Saturday, November 19, 2022

Rommel Saat Baru Tiba di Afrika


Generalleutnant Erwin Rommel (Kommandierender General Deutsches Afrikakorps) dalam acara parade kontingen pertama Afrikakorps - yang baru tiba di Afrika Utara - di Tripoli, Libya, tanggal 15 Februari 1941. Di belakangnya berdiri dua orang perwira Italia yang menjadi sekutu Jerman dalam Perang Dunia II. Yang di sebelah kiri adalah perwira tak dikenal yang memakai insignia berretto (topi) colonnello (kolone) dari satuan Stato Maggiore (Komando Tinggi Angkatan Darat), meskipun pinggiran tanda pangkat bahunya lebih tipis layaknya ufficiali inferiori (perwira rendah) daripada ujung lebih tebal yang merupakan standar ufficiali superiori (perwira tinggi). Sementara itu, perwira di kiri adalah seorang maresciallo (bintara tinggi) dari CC.RR (Carabinieri Reali) alias Polisi Militer.
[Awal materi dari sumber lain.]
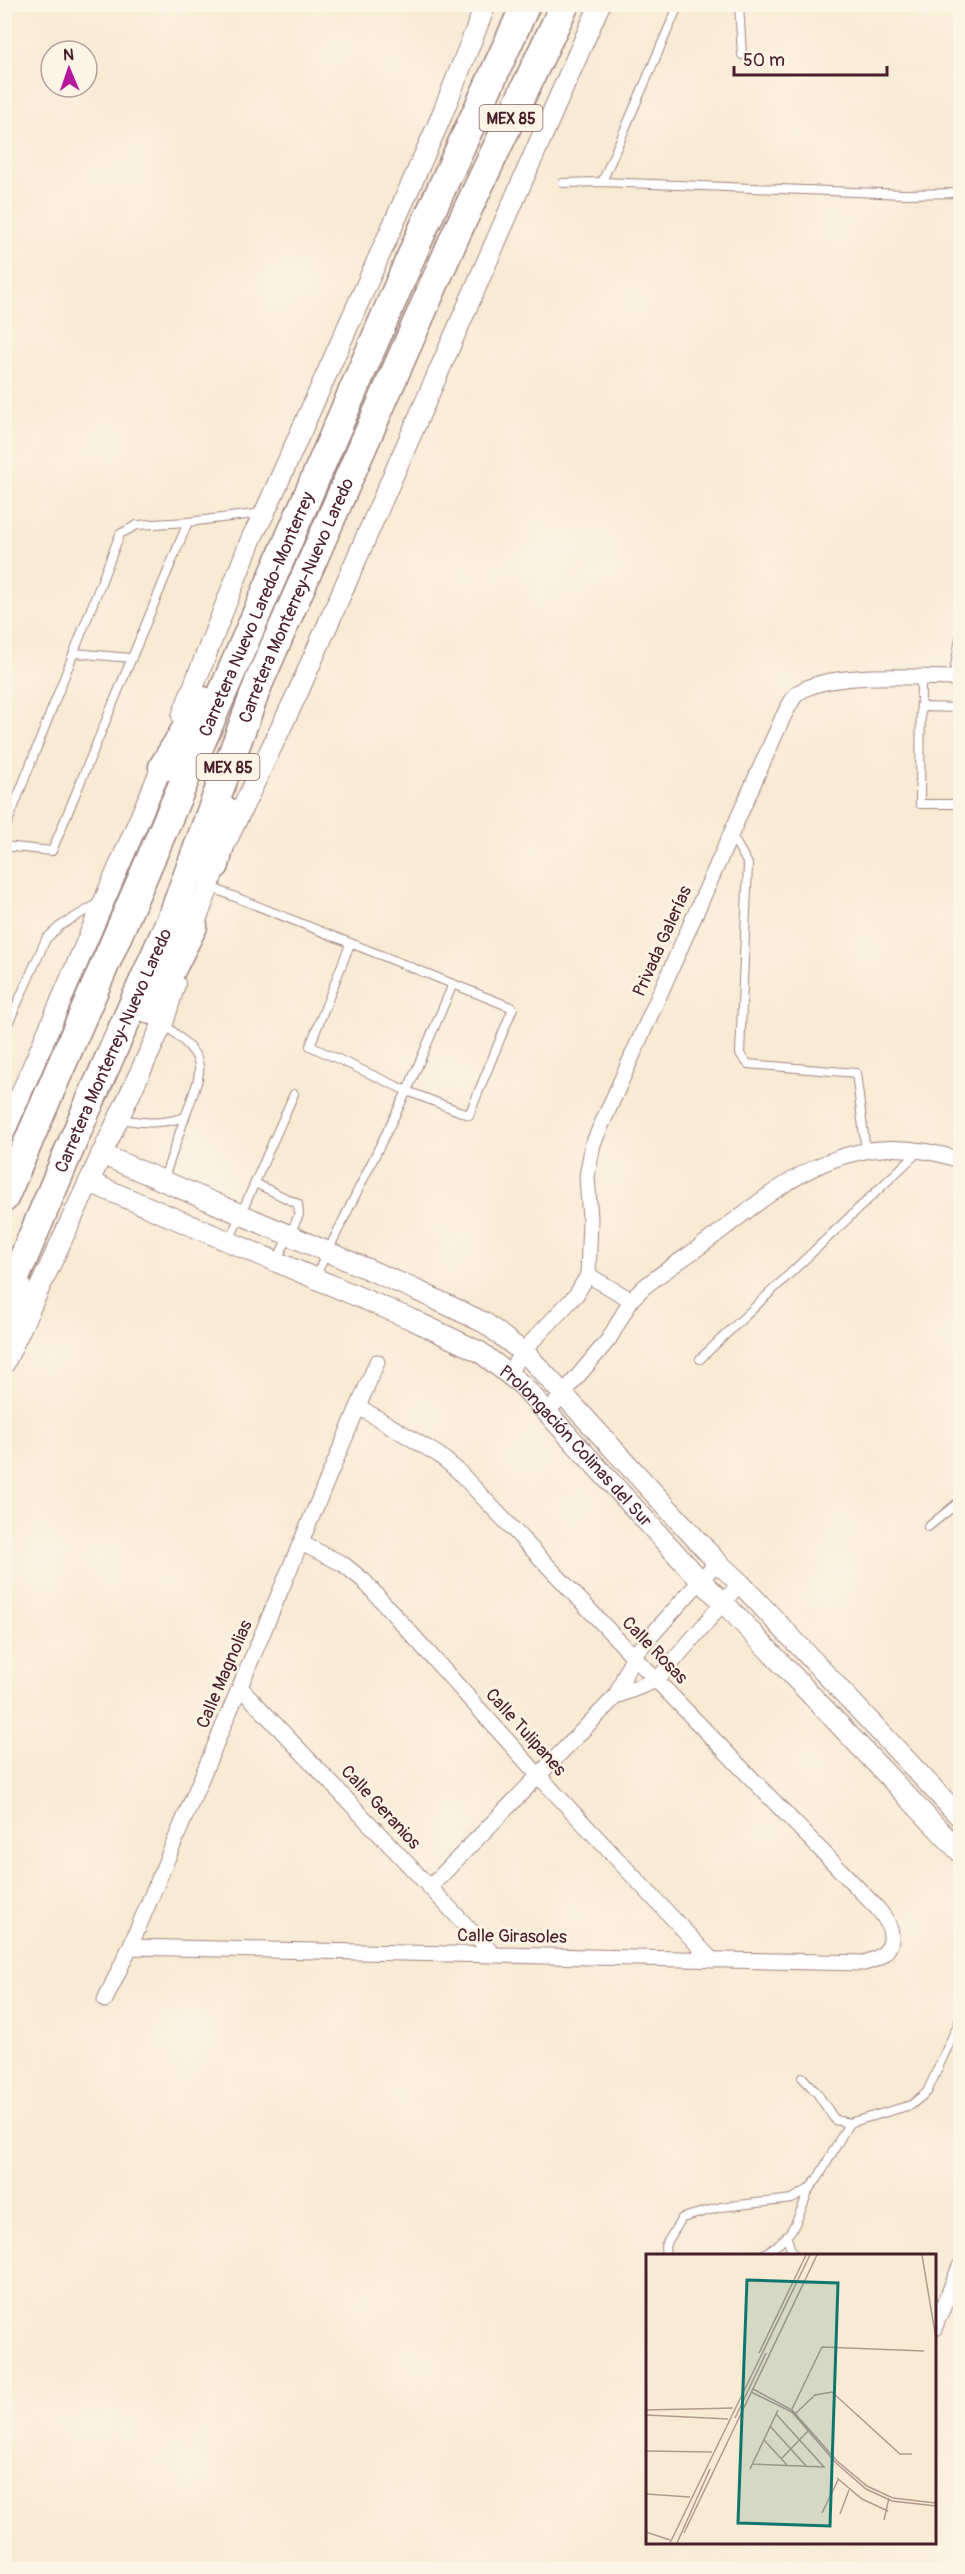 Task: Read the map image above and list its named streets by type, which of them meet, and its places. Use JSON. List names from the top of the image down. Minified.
{"streets":{"highway":["MEX 85","Carretera Monterrey-Nuevo Laredo","Carretera Nuevo Laredo-Monterrey"],"street":["Privada Galerías","Prolongación Colinas del Sur","Calle Rosas","Calle Magnolias","Calle Tulipanes","Calle Geranios","Calle Girasoles"]},"crossings":[["Calle Rosas","Calle Magnolias"],["Calle Rosas","Calle Girasoles"],["Calle Magnolias","Calle Tulipanes"],["Calle Magnolias","Calle Geranios"],["Calle Magnolias","Calle Girasoles"],["Calle Tulipanes","Calle Girasoles"],["Calle Geranios","Calle Girasoles"]],"scale_bar":"50 m","north":"top"}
Dalam foto ini sendiri, Rommel masih mengenakan seragam "Eropa" dan belum berganti dengan seragam tropis, sama seperti sebagian besar pasukannya. Unit pertama yang sudah "gercep" berganti seragam saat baru tiba di Afrika hanyalah Flak-Regiment 33 (motorisiert) dari Luftwaffe, sementara kompatriotnya masih mengenakan seragam bawaan dari Eropa.

Sumber :
Buku "Deutsche Afrikakorps" karya Ricardo Recio Cardona

Sunday, March 27, 2022

Rommmel Memakai Stahlhelm

Jarang-jarang kan ngelihat jenderal ini pake stahlhelm? Generalmajor Erwin Rommel (Kommandeur 7. Panzer-Division) dalam acara "Hoth Tag" yang diadakan di depan Place des Quinconces, Bordeaux, Prancis, tanggal 29 Juni 1940 (versi lain menyebutkan tanggal 1 Juli 1940). Di sebelah kanan adalah ajudannya, Hauptmann Hans-Joachim Schraepler. Pada tanggal 24 Juni 1940, 7. Panzer-Division tiba di Bordeaux. Lima hari kemudian, divisi tersebut melangsungkan parade kemenangan di jalan-jalan kota di utara Prancis tersebut di bawah pimpinan langsung sang Divisionskommandeur Rommel. Sampai dengan musim semi 1941, 7. Panzer-Division menghabiskan masa istirahat sekaligus berbenahnya di "Camp de Sougè", yang terletak di Martignas-sur-Jalle. Semua keterangan ini berasal dari surat yang dikirimkan oleh Rommel kepada istri tercintanya, Lucie, tertanggal 6 Januari 1941. Posisi divisinya sendiri adalah sebagai pasukan cadangan Wehrmacht, yang dipersiapkan untuk Unternehmen Seelöwe (Operasi Singa Laut, rencana invasi Jerman atas Inggris). Invasi ini kemudian dibatalkan setelah Luftwaffe babak belur dalam Pertempuran Britania.